人形の城
〜キングダム・ハーツ外伝〜
<7>
 
 スコール・レオンハート
 

 

 

 

「……セフィロス……? なんだ……どう……?」

「そのまま前に歩け」

 ひどく冷ややかに彼が言った。

 さきほどまで、『歓談』とは言えないまでも、ごく普通に会話をしていたのに。

「前に……?」

「……おまえには見えなかろうが、『私の空間』へ繋がっている」

 私の空間……?

 セフィロスの住む世界のことなのだろうか? 彼の言葉はひとつひとつが謎かけのようで、すぐに理解することができない。

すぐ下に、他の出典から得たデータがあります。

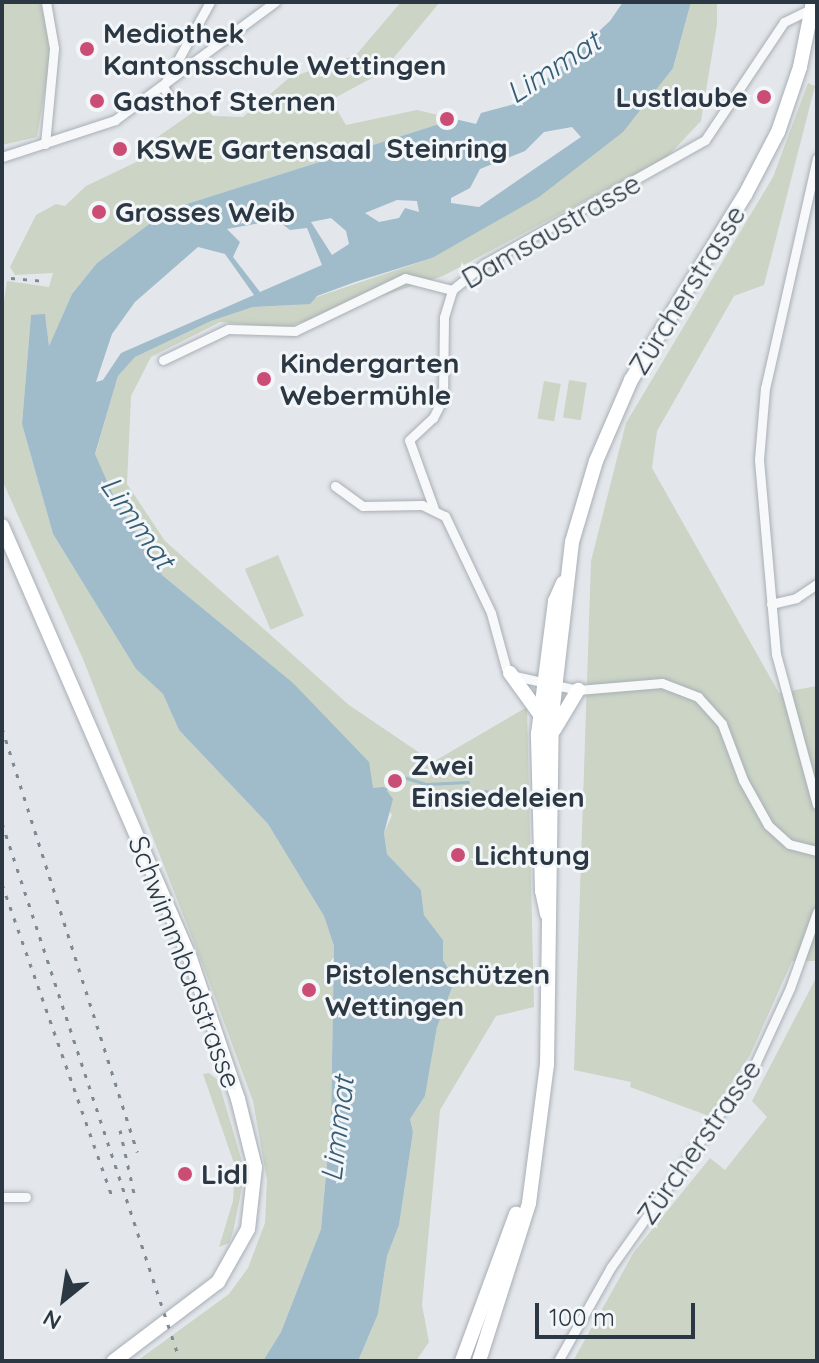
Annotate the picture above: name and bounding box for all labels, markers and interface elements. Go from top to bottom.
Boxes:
place label: Mediothek Kantonsschule Wettingen [103,16,446,82]
water label: Limmat [499,23,607,111]
marker: Mediothek Kantonsschule Wettingen [78,40,96,58]
place label: Lustlaube [615,80,748,114]
place label: Gasthof Sternen [113,84,336,118]
marker: Lustlaube [755,88,773,106]
marker: Gasthof Sternen [88,92,106,110]
marker: Steinring [438,110,456,128]
place label: Steinring [386,131,508,165]
place label: KSWE Gartensaal [136,132,372,166]
marker: KSWE Gartensaal [111,140,129,158]
street label: Damsaustrasse [456,166,646,296]
place label: Grosses Weib [115,195,295,229]
street label: Zürcherstrasse [622,199,752,381]
marker: Grosses Weib [90,203,108,221]
place label: Kindergarten Webermühle [280,346,459,412]
marker: Kindergarten Webermühle [255,370,273,388]
water label: Limmat [93,468,183,576]
place label: Zwei Einsiedeleien [411,748,585,814]
marker: Zwei Einsiedeleien [386,772,404,790]
street label: Schwimmbadstrasse [121,831,249,1093]
place label: Lichtung [474,838,590,872]
marker: Lichtung [449,846,467,864]
place label: Pistolenschützen Wettingen [325,957,550,1023]
marker: Pistolenschützen Wettingen [300,981,318,999]
street label: Zürcherstrasse [630,1053,768,1231]
water label: Limmat [313,1074,361,1184]
place label: Lidl [201,1157,248,1191]
marker: Lidl [176,1165,194,1183]
north arrow [24,1259,104,1339]
scale bar [539,1287,699,1337]
text: 100 m [549,1302,615,1332]
text: N [38,1304,66,1336]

「……ふ……どうした? いざとなれば躊躇するのか? これまで、さんざん関心を示してきたくせに」

 冷やかすように、彼が言った。

「もちろん、行く。だが、俺の目には何も……」

「そうか。……だが、安堵せよ。空間のねじれは既に貴様の前に現れている。それゆえ、私がこちらへやってきたのだからな」

「…………」

「おのれの言葉に偽りがないのなら、そのまままっすぐに進むがよい。望み通り、私の世界を目の当たりにできよう」

 もはや、否応も、何かを確かめるような余裕もなかった。

 軽率と言われてしまえばそのとおりかもしれないが、もう引き返すつもりはなかった。

 彼が口にする『私の世界』とは何を指すのか……?

 エスタやホロウバスティオンのような、生活の場所に繋がっているのだろうか?

 それとももっと……

 

 俺は指し示された場所に歩みを進めた。

 不思議と、『帰れなくなるのでは?』という不安は、頭に浮かんではこなかった。

 

 

 

 

 

 

『空間のよじれ』

 それは、ここ、ホロウバスティオンとコスタ・デル・ソルが繋がるような、不安定な磁場に発生するらしい。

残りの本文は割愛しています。